US officials: We'll consider other means if Iran talks fail

Biden administration officials say US will consider using other means to prevent Iran from obtaining a nuclear weapons should talks fail.

Elad Benari ,

Nuclear talks in Vienna
Nuclear talks in Vienna
Reuters

If diplomacy fails, the US will consider using other means to prevent Iran from obtaining a nuclear weapon, senior Biden administration officials said on Wednesday in a briefing ahead of Prime Minister Naftali Bennett's visit to the White House, according to Barak Ravid of Axios.

The US officials did not say what exactly the administration would consider but are clearly trying to reassure the Israelis that they are willing to pressure Iran.

One of the officials quoted a remark Bennett made prior to his departure about the fact that Iran's nuclear program has continued to progress over the last few years, citing it as proof that the Trump administration’s withdrawal from the 2015 nuclear deal was a mistake.

"We are committed to the diplomatic track with Iran and think it is the best way to roll back its nuclear program but if that doesn’t work there are other avenues to pursue," the official was quoted as having said.

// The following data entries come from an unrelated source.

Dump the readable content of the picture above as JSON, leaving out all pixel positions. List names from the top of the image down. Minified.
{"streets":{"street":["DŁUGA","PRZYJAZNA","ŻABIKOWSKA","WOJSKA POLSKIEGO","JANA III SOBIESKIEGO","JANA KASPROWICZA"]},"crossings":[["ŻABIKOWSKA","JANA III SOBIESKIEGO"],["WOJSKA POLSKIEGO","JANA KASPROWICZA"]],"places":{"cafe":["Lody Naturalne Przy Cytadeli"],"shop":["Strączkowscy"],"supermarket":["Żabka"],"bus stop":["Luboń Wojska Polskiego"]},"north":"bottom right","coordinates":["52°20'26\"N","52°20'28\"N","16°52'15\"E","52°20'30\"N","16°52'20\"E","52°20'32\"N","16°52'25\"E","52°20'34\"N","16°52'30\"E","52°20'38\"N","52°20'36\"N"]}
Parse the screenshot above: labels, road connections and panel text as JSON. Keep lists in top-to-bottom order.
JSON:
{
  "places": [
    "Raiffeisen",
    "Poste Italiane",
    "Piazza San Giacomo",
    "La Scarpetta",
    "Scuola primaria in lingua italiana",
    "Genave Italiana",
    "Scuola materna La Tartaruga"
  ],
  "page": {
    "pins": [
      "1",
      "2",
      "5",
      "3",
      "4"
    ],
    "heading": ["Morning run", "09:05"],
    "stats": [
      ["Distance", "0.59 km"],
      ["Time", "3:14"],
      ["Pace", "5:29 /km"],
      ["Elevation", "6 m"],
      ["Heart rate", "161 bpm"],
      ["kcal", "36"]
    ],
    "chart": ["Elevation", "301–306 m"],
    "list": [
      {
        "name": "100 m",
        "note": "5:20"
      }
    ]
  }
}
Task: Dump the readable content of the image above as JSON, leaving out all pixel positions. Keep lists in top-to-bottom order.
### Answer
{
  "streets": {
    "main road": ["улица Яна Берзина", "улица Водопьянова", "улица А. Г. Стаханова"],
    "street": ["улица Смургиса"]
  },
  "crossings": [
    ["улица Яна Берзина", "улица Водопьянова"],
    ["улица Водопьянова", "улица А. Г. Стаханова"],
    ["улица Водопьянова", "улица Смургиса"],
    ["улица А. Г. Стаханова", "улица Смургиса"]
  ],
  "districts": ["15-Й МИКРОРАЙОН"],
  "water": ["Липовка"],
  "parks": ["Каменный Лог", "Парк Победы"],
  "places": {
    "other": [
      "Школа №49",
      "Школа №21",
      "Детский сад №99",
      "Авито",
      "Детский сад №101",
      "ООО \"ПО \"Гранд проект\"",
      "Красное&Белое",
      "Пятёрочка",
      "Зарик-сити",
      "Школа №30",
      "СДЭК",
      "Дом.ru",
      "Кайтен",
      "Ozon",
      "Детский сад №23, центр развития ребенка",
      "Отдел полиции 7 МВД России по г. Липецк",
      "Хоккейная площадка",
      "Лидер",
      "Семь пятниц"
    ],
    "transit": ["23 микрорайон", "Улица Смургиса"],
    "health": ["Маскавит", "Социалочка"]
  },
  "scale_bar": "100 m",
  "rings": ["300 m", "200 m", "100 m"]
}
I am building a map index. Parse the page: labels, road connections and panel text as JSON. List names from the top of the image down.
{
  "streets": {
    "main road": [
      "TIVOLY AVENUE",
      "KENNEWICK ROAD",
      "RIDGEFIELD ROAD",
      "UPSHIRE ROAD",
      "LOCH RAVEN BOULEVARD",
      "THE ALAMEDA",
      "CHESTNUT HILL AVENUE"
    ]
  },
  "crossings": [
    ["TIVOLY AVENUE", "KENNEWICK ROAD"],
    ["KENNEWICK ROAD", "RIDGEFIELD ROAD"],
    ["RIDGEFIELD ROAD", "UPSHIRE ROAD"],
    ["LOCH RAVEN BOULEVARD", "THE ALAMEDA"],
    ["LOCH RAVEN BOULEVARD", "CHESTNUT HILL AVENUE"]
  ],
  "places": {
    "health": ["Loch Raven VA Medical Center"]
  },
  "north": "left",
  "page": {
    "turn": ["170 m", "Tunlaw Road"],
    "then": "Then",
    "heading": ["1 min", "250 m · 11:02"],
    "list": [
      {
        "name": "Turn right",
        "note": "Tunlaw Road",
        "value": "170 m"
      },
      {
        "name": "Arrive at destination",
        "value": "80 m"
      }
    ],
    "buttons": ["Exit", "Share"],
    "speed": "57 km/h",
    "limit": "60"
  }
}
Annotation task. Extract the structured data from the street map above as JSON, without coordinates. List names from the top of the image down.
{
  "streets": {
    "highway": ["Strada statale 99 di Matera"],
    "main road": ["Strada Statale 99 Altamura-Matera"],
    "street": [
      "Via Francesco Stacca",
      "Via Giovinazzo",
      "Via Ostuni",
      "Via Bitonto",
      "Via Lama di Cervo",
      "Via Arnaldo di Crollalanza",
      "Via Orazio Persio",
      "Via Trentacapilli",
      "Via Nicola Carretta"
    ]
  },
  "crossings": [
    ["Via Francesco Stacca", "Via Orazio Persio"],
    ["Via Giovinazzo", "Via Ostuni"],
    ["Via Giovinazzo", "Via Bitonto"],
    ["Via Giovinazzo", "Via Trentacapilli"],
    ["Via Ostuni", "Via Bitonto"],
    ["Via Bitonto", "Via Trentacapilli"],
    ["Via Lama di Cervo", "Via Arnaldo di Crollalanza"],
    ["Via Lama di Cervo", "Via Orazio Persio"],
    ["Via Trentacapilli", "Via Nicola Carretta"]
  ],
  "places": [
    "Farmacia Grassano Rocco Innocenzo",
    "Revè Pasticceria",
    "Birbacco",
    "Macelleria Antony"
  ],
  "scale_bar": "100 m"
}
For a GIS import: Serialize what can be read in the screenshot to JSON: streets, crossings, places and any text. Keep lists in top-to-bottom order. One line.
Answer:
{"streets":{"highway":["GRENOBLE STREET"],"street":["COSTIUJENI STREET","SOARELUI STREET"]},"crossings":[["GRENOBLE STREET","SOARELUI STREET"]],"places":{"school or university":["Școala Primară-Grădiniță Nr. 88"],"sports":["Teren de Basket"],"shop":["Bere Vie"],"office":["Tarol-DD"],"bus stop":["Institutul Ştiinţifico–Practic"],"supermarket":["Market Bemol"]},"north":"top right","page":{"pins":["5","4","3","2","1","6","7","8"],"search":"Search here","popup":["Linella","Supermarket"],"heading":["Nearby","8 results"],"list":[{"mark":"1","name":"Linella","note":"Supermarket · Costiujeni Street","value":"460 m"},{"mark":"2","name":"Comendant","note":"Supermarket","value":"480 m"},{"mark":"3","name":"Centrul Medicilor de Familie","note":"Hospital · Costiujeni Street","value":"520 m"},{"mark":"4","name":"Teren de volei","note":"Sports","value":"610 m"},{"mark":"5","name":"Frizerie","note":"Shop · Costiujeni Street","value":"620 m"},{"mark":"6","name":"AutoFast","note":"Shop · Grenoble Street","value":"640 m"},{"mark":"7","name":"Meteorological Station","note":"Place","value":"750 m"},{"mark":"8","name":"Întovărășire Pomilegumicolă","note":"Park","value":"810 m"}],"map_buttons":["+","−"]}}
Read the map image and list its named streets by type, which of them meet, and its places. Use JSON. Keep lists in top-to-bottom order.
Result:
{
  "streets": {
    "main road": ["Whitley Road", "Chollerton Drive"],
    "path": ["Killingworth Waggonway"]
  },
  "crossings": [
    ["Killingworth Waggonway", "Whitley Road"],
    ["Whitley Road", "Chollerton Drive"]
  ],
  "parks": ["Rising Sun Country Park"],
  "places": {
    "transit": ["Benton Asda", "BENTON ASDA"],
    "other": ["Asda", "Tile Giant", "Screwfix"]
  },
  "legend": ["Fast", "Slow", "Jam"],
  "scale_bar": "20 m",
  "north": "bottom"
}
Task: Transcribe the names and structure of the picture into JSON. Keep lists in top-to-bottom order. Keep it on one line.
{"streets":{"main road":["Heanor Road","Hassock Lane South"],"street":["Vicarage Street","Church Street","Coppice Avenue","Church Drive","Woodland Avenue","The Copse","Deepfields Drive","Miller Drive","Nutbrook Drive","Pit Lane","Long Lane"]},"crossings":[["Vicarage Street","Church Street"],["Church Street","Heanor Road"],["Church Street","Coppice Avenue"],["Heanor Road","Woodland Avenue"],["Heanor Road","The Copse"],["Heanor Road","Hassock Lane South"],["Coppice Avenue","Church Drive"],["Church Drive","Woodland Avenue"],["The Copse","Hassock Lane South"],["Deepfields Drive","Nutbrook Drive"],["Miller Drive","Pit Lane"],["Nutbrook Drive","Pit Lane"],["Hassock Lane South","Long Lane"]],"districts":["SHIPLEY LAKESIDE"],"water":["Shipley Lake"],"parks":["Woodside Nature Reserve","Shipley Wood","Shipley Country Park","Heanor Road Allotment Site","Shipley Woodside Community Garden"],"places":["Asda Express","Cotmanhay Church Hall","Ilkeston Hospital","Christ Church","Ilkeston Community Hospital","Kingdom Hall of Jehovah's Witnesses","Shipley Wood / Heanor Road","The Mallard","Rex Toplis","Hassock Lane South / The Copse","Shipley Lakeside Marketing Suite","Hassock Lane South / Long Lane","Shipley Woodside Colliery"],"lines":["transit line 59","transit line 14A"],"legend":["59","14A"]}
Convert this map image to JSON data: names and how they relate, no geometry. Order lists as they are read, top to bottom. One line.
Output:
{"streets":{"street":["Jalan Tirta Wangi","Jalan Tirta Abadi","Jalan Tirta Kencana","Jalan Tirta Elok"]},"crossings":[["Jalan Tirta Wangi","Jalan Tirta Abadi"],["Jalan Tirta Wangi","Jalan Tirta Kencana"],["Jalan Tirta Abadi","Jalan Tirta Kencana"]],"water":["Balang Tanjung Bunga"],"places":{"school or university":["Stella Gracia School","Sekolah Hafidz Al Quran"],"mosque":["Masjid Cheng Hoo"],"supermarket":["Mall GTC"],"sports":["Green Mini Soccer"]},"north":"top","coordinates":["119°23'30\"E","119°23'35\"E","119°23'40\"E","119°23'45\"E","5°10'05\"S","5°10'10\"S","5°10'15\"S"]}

The senior administration officials said they are encouraged by Bennett’s comments about the “spirit of cooperation" between the US and Israel, including on Iran. They said they did not know yet if and when the nuclear talks in Vienna would resume, but that the US would cooperate with Israel on Iran.

One official also noted the current "political complexities" in Israel and said, "We think Bennett is navigating things very well."

Robert Malley, the special US envoy for Iran, said last week that the US is preparing some contingency plans should the talks with Iran on a return to the 2015 nuclear deal not succeed.

One of those contingencies, he said, would be that Washington and Tehran sign a wholly separate deal, complete with different parameters than the current accord. Another is a suite of punitive responses in coordination with European allies, though Malley would not specifically detail what those would be.

Iran has gradually scaled back its compliance with the 2015 deal it signed with world powers in response to former US President Donald Trump’s withdrawal from the agreement in May of 2018.

While the Islamic Republic has been holding indirect talks with the Biden administration on a return to the agreement, it recently paused the talks and announced they will not resume before the new government takes office.

Last week, the US urged Iran to return to the negotiating table.

"We have made clear that continued nuclear escalations beyond JCPOA limits are unconstructive and inconsistent with a return to mutual compliance," State Department spokesman Ned Price said, using the acronym for the Joint Comprehensive Plan of Action, which is the official name for the 2015 Iran nuclear deal.

"Iran should cease its nuclear escalations and return to negotiations toward full implementation of the JCPOA in good faith," he added.